Sequential Monte Carlo can be used in lieu of Random Walk Metropolis Hastings to generate parameter samples from high-dimensional parameter spaces using sequentially constructed proposal densities to be used in iterative importance sampling.

This implementation is based on Edward Herbst and Frank Schorfheide's 2014 paper 'Sequential Monte Carlo Sampling for DSGE Models' and the code accompanying their book 'Bayesian Estimation of DSGE Models'. Cai et al. (2021) 'Online Estimation of DSGE Models' extend the algorithm in Herbst and Schorfheide (2014) to include an adaptive schedule and generalized tempering, which are both features of this package.

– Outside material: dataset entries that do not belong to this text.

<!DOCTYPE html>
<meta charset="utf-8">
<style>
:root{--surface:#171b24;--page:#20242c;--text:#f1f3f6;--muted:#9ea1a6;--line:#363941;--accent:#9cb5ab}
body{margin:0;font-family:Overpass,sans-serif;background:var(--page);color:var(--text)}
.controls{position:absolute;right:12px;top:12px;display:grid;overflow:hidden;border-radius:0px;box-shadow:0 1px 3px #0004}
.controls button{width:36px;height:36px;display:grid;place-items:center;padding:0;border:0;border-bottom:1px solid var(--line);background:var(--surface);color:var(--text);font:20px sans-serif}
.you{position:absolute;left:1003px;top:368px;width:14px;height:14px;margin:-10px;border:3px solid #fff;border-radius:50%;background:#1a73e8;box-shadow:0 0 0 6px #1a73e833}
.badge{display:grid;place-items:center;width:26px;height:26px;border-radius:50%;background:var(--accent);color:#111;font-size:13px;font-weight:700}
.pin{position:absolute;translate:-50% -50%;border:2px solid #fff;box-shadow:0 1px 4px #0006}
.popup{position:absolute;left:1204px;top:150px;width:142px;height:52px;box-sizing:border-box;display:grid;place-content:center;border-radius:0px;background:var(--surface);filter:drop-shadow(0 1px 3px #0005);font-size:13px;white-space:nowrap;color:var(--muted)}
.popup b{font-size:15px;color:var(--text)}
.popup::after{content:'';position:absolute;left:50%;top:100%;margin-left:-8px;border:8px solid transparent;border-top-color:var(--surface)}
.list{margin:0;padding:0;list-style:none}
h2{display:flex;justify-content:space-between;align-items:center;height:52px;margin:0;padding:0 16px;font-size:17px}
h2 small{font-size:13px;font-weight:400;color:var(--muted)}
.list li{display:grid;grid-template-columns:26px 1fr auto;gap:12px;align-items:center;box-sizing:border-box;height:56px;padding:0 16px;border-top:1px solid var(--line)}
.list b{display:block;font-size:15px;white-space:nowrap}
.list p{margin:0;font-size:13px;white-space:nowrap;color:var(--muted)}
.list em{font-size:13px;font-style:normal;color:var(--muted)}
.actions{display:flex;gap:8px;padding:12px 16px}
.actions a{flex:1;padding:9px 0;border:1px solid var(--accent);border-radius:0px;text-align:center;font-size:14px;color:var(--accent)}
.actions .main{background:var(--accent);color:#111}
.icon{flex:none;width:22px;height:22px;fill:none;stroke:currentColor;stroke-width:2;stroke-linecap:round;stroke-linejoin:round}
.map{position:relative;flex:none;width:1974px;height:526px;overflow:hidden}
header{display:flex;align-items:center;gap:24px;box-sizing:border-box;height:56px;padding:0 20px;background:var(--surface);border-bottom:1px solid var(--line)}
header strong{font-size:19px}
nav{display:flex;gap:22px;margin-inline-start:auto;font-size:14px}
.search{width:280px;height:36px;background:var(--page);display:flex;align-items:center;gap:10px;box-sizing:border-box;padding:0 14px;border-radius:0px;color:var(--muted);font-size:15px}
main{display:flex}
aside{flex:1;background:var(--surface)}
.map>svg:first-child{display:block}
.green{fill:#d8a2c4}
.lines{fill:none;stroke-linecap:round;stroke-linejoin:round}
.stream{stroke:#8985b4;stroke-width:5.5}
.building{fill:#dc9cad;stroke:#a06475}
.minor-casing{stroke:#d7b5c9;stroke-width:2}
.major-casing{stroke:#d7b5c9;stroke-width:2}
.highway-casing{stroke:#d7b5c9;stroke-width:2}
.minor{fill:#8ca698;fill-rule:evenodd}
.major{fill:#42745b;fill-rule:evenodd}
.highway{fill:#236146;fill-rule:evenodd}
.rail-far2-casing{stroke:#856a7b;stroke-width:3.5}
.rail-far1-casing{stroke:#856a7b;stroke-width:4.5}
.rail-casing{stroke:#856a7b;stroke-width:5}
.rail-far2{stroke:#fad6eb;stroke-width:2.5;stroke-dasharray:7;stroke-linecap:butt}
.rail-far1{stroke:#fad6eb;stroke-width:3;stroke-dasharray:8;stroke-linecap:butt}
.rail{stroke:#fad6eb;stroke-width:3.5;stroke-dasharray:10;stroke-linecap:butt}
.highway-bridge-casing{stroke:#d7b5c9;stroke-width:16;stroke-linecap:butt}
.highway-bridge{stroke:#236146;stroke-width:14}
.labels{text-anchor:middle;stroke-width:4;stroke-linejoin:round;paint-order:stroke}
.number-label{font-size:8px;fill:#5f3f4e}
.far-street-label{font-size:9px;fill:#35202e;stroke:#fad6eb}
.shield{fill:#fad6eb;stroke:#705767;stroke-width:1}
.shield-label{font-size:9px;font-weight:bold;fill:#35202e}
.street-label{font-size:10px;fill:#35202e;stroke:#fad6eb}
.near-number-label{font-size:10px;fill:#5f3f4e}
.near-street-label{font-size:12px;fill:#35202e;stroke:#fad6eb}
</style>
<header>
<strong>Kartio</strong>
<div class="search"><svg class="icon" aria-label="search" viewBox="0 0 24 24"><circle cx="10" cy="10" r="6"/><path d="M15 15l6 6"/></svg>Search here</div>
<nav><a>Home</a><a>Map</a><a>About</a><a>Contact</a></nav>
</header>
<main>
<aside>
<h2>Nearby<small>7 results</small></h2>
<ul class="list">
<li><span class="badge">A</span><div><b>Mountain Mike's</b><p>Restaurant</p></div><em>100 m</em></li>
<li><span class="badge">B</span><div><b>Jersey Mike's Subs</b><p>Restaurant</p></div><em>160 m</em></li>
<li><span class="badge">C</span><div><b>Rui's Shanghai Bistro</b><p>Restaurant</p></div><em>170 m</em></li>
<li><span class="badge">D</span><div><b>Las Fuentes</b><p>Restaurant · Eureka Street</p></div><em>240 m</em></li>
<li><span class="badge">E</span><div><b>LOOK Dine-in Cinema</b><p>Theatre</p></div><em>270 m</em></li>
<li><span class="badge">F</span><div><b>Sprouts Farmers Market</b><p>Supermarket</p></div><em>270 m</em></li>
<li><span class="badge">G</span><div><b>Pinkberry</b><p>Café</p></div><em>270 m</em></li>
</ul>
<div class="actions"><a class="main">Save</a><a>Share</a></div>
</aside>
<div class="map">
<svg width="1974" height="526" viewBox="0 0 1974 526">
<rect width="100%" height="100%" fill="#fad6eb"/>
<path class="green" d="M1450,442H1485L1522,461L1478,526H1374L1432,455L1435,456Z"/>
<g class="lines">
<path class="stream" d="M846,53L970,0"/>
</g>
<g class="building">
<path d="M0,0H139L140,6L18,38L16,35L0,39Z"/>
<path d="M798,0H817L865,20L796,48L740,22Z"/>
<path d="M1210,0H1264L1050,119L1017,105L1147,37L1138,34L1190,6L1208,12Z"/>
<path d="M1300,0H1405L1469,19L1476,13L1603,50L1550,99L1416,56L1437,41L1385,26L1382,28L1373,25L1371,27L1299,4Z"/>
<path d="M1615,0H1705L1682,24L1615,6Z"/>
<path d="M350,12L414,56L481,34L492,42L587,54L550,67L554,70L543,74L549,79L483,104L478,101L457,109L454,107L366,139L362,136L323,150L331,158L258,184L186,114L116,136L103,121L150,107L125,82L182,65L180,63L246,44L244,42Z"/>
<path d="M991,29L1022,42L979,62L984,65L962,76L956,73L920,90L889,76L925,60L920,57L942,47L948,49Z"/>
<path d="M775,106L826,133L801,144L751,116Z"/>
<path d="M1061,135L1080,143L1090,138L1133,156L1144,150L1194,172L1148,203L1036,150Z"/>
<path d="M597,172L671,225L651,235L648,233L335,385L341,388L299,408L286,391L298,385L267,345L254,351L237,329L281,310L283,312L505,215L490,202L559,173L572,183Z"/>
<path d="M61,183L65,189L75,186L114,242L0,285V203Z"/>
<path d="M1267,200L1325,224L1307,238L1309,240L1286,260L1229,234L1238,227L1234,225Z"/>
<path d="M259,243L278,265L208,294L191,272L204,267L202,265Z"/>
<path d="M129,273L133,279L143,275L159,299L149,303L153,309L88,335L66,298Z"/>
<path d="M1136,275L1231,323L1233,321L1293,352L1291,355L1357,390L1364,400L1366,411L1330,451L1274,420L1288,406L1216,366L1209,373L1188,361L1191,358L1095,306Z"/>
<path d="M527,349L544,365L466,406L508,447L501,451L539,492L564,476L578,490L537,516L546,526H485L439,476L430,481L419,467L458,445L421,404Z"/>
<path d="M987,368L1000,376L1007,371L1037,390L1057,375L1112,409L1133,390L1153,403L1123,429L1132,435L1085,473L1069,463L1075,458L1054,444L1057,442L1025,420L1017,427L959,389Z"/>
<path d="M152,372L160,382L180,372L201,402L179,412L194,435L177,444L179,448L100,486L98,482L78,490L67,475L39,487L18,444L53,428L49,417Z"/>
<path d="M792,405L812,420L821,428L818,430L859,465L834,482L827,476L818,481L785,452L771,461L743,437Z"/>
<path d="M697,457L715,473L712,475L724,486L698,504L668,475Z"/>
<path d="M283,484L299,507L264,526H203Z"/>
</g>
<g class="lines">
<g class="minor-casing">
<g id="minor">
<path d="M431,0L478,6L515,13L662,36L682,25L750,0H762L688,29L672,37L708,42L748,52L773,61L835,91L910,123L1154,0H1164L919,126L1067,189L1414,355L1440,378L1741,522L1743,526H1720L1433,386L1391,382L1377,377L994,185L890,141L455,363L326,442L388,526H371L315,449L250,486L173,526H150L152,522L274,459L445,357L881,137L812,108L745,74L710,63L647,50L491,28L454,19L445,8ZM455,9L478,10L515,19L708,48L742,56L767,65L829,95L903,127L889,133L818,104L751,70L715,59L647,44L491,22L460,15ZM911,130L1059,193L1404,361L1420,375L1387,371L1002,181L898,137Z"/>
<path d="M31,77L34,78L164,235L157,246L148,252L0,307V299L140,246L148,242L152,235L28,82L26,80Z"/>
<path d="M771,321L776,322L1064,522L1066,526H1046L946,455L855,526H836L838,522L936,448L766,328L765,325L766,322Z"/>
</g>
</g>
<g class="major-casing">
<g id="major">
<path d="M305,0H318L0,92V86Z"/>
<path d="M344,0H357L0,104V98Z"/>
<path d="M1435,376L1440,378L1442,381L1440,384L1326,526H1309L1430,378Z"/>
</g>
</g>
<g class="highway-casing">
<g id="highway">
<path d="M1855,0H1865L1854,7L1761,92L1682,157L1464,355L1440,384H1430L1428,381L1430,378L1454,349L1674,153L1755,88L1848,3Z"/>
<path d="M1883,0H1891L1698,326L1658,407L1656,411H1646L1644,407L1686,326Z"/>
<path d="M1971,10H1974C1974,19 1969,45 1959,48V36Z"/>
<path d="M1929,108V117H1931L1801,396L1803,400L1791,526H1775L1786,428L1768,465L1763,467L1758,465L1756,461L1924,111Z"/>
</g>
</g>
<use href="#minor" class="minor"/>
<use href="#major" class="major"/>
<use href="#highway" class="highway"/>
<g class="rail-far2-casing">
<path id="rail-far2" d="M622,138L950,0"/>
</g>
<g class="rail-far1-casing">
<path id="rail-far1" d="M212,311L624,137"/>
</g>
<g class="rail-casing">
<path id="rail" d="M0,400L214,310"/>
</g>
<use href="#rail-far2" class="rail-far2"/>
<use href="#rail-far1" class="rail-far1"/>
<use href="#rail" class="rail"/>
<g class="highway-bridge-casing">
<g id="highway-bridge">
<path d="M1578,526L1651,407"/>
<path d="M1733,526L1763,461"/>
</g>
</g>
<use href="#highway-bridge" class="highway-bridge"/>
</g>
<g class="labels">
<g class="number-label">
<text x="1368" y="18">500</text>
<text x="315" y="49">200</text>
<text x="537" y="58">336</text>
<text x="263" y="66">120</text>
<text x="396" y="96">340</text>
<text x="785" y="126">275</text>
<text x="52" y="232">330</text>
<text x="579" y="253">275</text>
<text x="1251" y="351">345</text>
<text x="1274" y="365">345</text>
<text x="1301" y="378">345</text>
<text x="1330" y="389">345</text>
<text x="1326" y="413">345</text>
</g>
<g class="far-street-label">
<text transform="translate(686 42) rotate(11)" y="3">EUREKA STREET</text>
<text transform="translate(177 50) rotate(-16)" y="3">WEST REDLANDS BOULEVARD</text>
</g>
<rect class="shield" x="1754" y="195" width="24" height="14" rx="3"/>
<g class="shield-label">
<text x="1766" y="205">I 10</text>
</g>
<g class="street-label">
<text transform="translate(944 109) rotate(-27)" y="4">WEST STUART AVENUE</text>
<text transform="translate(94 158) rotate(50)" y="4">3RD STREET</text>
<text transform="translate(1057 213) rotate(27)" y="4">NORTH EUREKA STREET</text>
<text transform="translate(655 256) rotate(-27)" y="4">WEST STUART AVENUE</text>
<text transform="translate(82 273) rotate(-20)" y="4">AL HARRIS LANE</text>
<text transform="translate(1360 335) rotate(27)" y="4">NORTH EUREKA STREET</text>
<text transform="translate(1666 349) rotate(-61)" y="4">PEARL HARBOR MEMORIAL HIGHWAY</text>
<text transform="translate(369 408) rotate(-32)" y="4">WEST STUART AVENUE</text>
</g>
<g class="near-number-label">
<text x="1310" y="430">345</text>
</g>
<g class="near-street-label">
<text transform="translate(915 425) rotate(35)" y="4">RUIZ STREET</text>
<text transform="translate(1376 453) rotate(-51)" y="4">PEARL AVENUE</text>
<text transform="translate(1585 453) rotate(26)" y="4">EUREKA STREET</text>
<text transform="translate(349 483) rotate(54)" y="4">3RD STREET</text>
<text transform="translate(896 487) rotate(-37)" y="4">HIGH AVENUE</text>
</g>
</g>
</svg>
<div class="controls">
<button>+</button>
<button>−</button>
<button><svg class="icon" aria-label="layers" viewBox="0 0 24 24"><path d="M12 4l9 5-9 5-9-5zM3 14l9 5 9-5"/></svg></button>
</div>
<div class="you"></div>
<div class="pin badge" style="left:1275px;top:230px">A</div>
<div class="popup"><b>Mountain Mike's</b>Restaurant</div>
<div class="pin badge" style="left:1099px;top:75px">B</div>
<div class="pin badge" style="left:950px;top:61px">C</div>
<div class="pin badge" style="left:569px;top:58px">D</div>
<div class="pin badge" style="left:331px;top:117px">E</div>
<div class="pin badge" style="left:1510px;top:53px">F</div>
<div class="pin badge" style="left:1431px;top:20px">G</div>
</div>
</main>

SMC is broken up into three main steps:

  • Correction: Reweight the particles from stage n-1 by defining incremental weights, which gradually "temper in" the loglikelihood function $p(Y ert \theta)^(\phi_n - \phi_n-1)$ into the normalized particle weights.
  • Selection: Resample the particles if the distribution of particles begins to degenerate, according to a tolerance level for the ESS.
  • Mutation: Propagate particles ${\theta(i), W(n)}$ via a Metropolis Hastings algorithm (the number of steps are specified by n_mh_steps).